I went from doctor to doctor trying to figure out what could possibly be wrong with my shoulders, to no avail. I had no idea what to do with myself. I was a mess. On the outside everything was fine. I smiled, I laughed, I tried to act like everything was okay, when it was the furthest thing from okay. On the inside I was falling apart. I was in so much pain, emotionally and physically, and I didn’t know who to turn to.
I had finally had enough. A month before I started Grade 12, I made the decision to stop swimming for the year, with the hopes of finally figuring out what was going on with my shoulders, and with the high hopes of finding a solution. Little did I know that the absence of swimming and everything it entailed would affect me so dramatically. My moods were sporadic, I never felt like talking, I distanced myself from my friends and family, and I felt absolutely horrible all the time. I was struggling at school- my grades were falling, I was unfocused, and I was never really present in class (my mind was always somewhere else). A trip to my guidance counselor’s office ended with an explanatory phone call to my mom. I told her everything. A week later I had an appointment with a psychologist who confirmed what I had been thinking and feeling for so long. In May 2010 I was diagnosed with severe clinical depression and anxiety.

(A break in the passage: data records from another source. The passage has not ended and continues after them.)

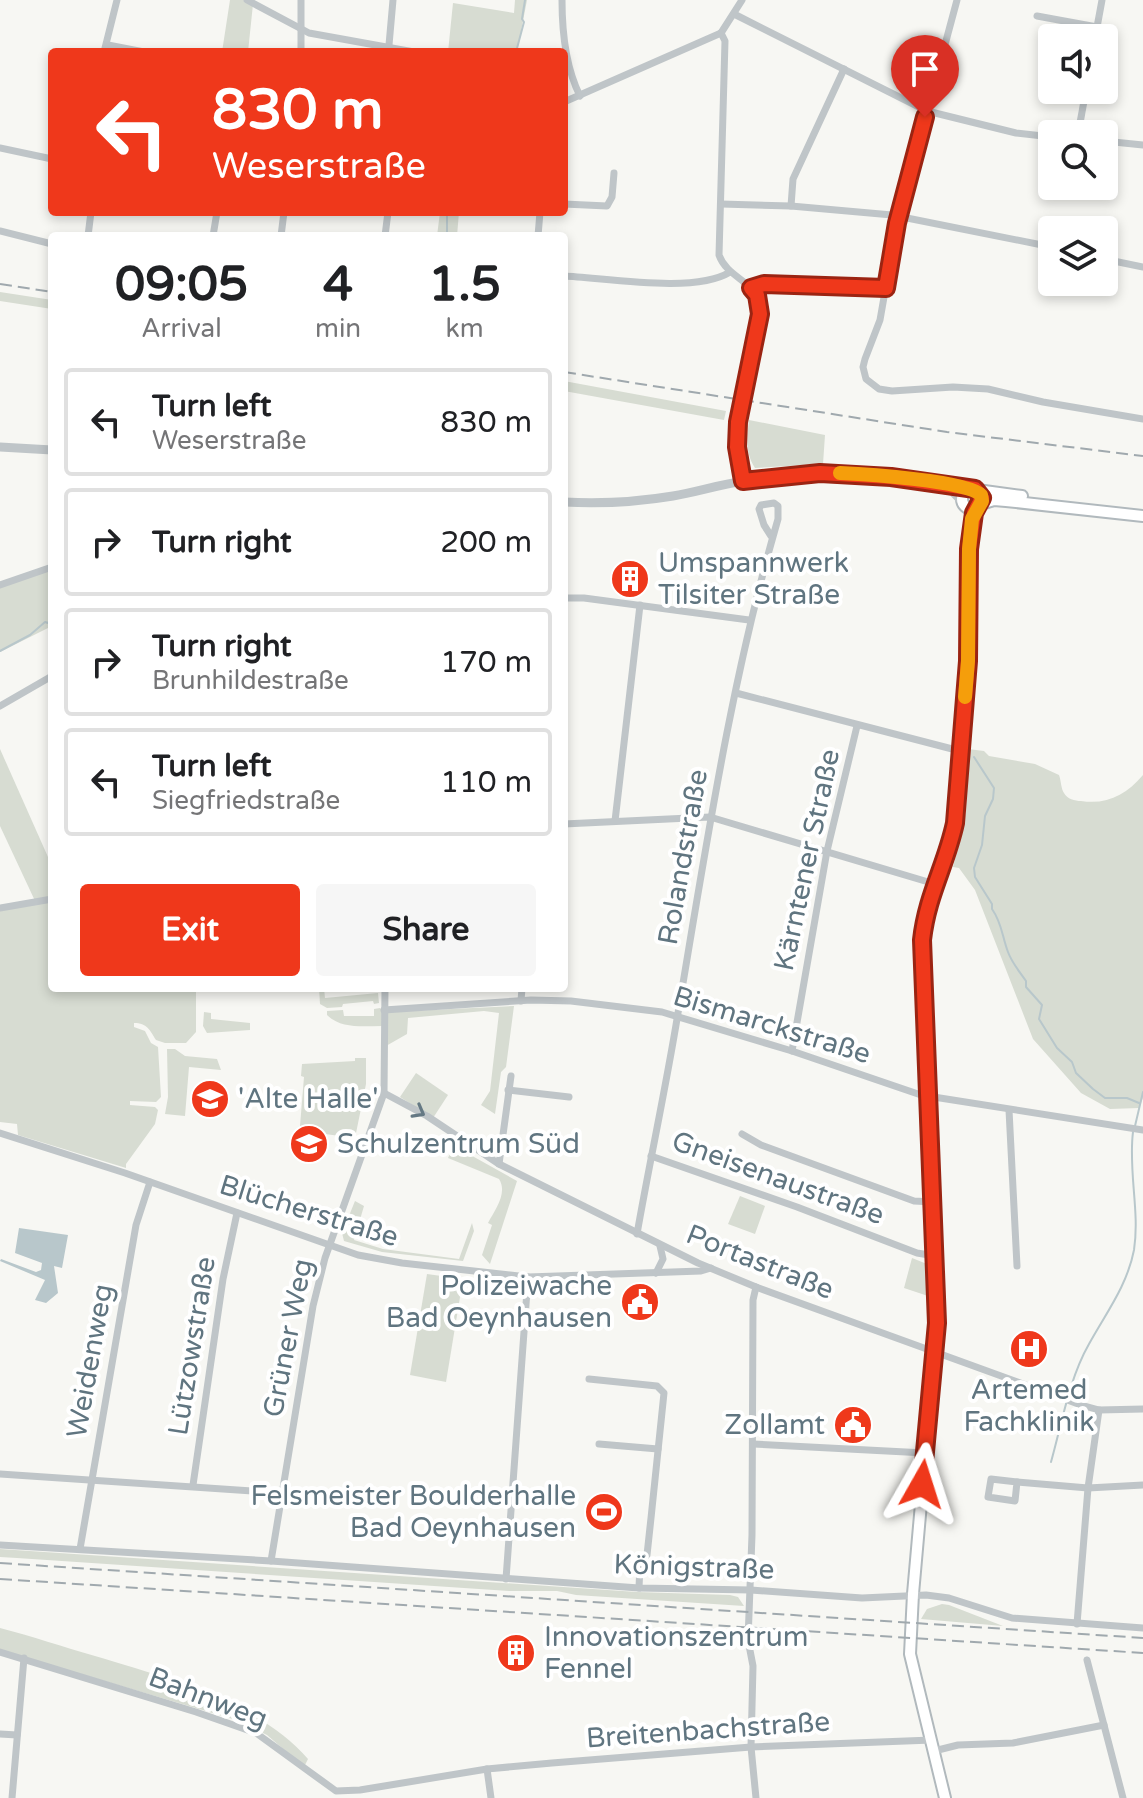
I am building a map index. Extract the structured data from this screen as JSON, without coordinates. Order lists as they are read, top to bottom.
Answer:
{
  "streets": {
    "street": [
      "Rolandstraße",
      "Kärntener Straße",
      "Bismarckstraße",
      "Gneisenaustraße",
      "Blücherstraße",
      "Portastraße",
      "Grüner Weg",
      "Lützowstraße",
      "Weidenweg",
      "Königstraße",
      "Bahnweg",
      "Breitenbachstraße"
    ]
  },
  "crossings": [
    ["Rolandstraße", "Bismarckstraße"],
    ["Rolandstraße", "Gneisenaustraße"],
    ["Rolandstraße", "Portastraße"],
    ["Kärntener Straße", "Bismarckstraße"],
    ["Bismarckstraße", "Grüner Weg"],
    ["Blücherstraße", "Portastraße"],
    ["Blücherstraße", "Grüner Weg"],
    ["Blücherstraße", "Lützowstraße"],
    ["Blücherstraße", "Weidenweg"],
    ["Portastraße", "Grüner Weg"],
    ["Grüner Weg", "Königstraße"],
    ["Weidenweg", "Königstraße"],
    ["Bahnweg", "Breitenbachstraße"]
  ],
  "places": {
    "building": ["Umspannwerk Tilsiter Straße", "Innovationszentrum Fennel"],
    "school or university": ["'Alte Halle'", "Schulzentrum Süd"],
    "public building": ["Polizeiwache Bad Oeynhausen", "Zollamt"],
    "hospital": ["Artemed Fachklinik"],
    "sports": ["Felsmeister Boulderhalle Bad Oeynhausen"]
  },
  "page": {
    "turn": ["830 m", "Weserstraße"],
    "eta": [
      "09:05",
      "Arrival",
      "4",
      "min",
      "1.5",
      "km"
    ],
    "list": [
      {
        "name": "Turn left",
        "note": "Weserstraße",
        "value": "830 m"
      },
      {
        "name": "Turn right",
        "value": "200 m"
      },
      {
        "name": "Turn right",
        "note": "Brunhildestraße",
        "value": "170 m"
      },
      {
        "name": "Turn left",
        "note": "Siegfriedstraße",
        "value": "110 m"
      }
    ],
    "buttons": ["Exit", "Share"]
  }
}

I graduated from high school a month later, and decided that it would probably be best to take a year off from school. I figured that keeping myself busy was a good idea, so I got a job, and I started taking correspondence courses to improve some of my grades. Meanwhile, I was making progress on the injury front. My second visit to a vascular surgeon in Toronto had proved worthwhile. While performing a radial pulse test on me, he was puzzled to find that my results proved to be consistent with Thoracic Outlet Syndrome. When I first met with him the previous summer, the results for TOS had been negative. TOS in lamen terms is a compression of either the vein, artery, or nerve in the neck/shoulder area. I was given two options to move forward with- 1. live with the pain and numbness and hope that it eventually goes away. Or 2. have surgery called a first rib resection and scalenectomy where they enter through your armpit, and remove a part of your first rib and your scalene muscles.
I had the surgery on January 5, 2011 (only on my left shoulder). With a success rate of less than 50% I wasn’t expecting to walk away symptom free, but I knew I had to give it a shot, or I would spend my days wondering what the outcome could have been. Except for the first week, my recovery was fast and easy. I was back spinning a week and a half later, and I was back in the gym a month later. Today, I would say that my left shoulder/arm is about 15-20% better than before my surgery. Right now, I have no plans to have my right shoulder operated on. An improvement that small isn’t enough for me to go through that process all over again.
And this is where food makes its appearance (this is a food blog after all!) I started experimenting with cooking when I was in Grade 10, but quickly lost interest as other areas of my life became more of a concern to me. This past summer is when I truly started to feel like me again. And I thank food for that. And no, it’s not because I ate copious amounts of it! It’s because I realized that I could create amazing food that can turn a frown into a smile, or tears into laughter. Yes, food really does have the power to do that. I’ve finally found something that makes me happy and excited again. It’s been a really tough struggle, but I can now say that I’m at a place in my life where I have hope for my future, and for all the amazing and exciting opportunities and adventures that lay ahead.